Did anything give me a guarantee that this idea would work? No! However, I had space, so that instead of fitting into the scheme, I could start building on what I like: writing and sharing knowledge. I tested a number of ideas and finally something clicked, worked, gave an effect. If you feel strong enough to find yourself in this way in the life jungle – breaking through and creating your path day after day – this may also be your way to IT.

Don't give up

All these tips can only help you break through. Unfortunately, I myself have painfully experienced that even a bootcamp, own projects, a large dose of other courses, participating on LinkedIn and other activities don't always bring the effects we would like to see – getting the dream job.
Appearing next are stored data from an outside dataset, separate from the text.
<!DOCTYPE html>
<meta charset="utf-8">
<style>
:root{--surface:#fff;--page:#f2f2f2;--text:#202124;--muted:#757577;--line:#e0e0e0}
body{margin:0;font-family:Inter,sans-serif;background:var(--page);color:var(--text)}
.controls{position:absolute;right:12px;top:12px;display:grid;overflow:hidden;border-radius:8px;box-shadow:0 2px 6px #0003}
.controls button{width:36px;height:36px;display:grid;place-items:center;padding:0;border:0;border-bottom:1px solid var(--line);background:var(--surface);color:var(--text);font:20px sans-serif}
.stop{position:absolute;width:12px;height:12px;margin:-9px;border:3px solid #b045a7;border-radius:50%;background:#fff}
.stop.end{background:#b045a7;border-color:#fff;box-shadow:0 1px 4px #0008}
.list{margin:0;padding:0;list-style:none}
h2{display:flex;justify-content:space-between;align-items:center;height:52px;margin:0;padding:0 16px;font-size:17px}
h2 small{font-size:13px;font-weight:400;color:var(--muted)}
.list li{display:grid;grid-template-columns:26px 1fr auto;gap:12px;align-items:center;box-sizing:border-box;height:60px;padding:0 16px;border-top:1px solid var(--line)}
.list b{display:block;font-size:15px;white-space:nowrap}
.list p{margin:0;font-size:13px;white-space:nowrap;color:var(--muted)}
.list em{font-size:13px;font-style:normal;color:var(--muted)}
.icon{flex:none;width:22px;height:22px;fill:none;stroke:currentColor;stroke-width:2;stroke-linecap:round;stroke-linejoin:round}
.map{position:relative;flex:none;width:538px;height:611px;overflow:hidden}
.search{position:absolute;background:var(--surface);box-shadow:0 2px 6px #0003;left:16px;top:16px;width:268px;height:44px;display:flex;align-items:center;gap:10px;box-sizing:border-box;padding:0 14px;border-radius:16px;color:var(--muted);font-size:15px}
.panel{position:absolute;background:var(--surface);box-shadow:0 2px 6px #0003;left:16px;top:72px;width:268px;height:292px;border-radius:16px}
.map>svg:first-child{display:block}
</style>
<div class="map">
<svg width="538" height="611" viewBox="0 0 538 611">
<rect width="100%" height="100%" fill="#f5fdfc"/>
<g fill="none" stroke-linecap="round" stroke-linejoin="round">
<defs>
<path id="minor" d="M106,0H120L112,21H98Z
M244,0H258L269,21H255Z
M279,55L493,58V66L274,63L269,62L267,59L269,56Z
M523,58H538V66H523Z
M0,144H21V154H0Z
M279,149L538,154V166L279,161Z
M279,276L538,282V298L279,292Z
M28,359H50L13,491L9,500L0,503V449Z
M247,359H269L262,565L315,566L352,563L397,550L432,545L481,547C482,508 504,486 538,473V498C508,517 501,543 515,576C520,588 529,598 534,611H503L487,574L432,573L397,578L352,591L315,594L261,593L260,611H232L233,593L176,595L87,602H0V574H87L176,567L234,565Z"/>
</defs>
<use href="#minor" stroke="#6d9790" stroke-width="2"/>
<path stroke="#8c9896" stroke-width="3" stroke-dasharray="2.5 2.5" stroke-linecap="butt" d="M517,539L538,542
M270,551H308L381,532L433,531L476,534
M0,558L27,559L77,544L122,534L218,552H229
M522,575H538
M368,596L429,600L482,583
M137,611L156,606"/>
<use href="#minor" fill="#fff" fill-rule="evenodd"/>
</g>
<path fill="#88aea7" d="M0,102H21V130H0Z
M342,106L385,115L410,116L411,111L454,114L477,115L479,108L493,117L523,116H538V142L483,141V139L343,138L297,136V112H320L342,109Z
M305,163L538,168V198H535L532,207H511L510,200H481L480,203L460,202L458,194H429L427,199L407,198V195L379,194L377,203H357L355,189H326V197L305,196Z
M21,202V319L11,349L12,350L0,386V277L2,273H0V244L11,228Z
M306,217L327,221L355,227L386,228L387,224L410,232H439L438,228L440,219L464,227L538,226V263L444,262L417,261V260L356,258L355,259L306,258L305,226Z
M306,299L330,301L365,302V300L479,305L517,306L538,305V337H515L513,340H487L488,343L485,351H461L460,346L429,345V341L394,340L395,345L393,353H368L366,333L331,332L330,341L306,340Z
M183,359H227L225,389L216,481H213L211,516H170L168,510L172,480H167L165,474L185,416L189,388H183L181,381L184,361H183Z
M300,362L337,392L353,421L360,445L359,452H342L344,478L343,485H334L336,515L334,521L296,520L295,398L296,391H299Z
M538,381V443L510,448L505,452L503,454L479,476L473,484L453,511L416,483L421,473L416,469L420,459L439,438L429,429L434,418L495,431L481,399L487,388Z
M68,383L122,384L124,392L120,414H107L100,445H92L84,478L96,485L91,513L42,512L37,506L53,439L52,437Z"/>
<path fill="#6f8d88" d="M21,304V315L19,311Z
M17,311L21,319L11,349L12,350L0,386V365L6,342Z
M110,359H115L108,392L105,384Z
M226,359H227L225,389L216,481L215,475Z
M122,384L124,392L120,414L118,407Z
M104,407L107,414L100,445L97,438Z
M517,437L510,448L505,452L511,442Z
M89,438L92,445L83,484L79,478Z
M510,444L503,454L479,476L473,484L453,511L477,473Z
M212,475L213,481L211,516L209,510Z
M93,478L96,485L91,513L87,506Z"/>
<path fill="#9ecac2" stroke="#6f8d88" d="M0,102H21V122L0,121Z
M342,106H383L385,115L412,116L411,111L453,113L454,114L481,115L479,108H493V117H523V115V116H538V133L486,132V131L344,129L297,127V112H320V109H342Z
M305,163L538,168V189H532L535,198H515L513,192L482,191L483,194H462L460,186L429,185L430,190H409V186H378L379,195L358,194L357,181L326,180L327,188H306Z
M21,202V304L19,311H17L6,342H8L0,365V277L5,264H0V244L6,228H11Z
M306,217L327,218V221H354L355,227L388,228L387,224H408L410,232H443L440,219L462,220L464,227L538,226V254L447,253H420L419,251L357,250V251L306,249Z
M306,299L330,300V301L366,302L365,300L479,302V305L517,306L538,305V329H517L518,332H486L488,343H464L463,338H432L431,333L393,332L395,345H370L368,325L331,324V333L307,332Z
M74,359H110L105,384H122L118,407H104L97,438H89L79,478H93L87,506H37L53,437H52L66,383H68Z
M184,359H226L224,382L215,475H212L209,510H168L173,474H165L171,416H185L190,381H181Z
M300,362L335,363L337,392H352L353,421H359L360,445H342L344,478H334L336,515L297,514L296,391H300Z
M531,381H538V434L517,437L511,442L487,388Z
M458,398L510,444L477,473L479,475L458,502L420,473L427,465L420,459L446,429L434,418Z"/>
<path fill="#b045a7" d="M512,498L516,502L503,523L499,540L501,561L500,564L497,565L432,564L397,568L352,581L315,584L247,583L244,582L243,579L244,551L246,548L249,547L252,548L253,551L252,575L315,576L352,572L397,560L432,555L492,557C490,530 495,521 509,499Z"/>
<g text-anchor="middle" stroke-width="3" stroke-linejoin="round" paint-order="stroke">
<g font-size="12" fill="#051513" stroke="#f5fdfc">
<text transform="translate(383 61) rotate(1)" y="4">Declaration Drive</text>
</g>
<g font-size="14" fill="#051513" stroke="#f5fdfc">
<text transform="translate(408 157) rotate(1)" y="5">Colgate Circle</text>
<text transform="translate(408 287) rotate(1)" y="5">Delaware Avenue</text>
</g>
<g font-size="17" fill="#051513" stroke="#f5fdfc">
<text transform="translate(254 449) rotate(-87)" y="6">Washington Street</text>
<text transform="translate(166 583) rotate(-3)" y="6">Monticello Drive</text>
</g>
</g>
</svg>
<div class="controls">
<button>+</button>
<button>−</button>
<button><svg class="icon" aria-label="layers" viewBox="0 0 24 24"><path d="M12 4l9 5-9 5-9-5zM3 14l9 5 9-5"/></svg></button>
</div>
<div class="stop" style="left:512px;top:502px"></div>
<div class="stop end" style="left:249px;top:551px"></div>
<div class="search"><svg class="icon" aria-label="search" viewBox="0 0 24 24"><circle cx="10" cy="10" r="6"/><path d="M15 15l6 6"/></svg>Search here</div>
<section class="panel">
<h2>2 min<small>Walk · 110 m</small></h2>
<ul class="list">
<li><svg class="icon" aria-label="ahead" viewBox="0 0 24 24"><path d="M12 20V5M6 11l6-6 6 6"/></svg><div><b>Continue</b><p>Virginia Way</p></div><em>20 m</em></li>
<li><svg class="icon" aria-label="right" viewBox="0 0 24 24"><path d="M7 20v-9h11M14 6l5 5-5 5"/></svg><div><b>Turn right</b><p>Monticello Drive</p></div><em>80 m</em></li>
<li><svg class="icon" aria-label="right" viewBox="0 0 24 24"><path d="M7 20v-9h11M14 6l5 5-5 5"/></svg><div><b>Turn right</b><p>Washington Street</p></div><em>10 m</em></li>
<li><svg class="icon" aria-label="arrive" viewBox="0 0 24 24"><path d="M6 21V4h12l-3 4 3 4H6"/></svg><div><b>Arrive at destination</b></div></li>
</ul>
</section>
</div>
Sometimes you need: more intensive networking, looking for offers on company websites or advertising yourself in social media. Sometimes you need to meet the right person. And sometimes all you need is luck. However, if you feel that IT is your place, then you will probably find the strength to persevere on this path and wait for your chance.

I've already bounced around different industries – journalism, psychology, fencing. At a certain stage of the struggle to settle down, I lacked the strength for further action. Now that I'm in IT, I'm surprised by my own perseverance. It stems from the fact that I feel I've found my place and that I want to be in it despite various obstacles. This is the best fuel for me for all kinds of crises, both internal and external.

So if this is truly your place, then I believe you will find yourself here.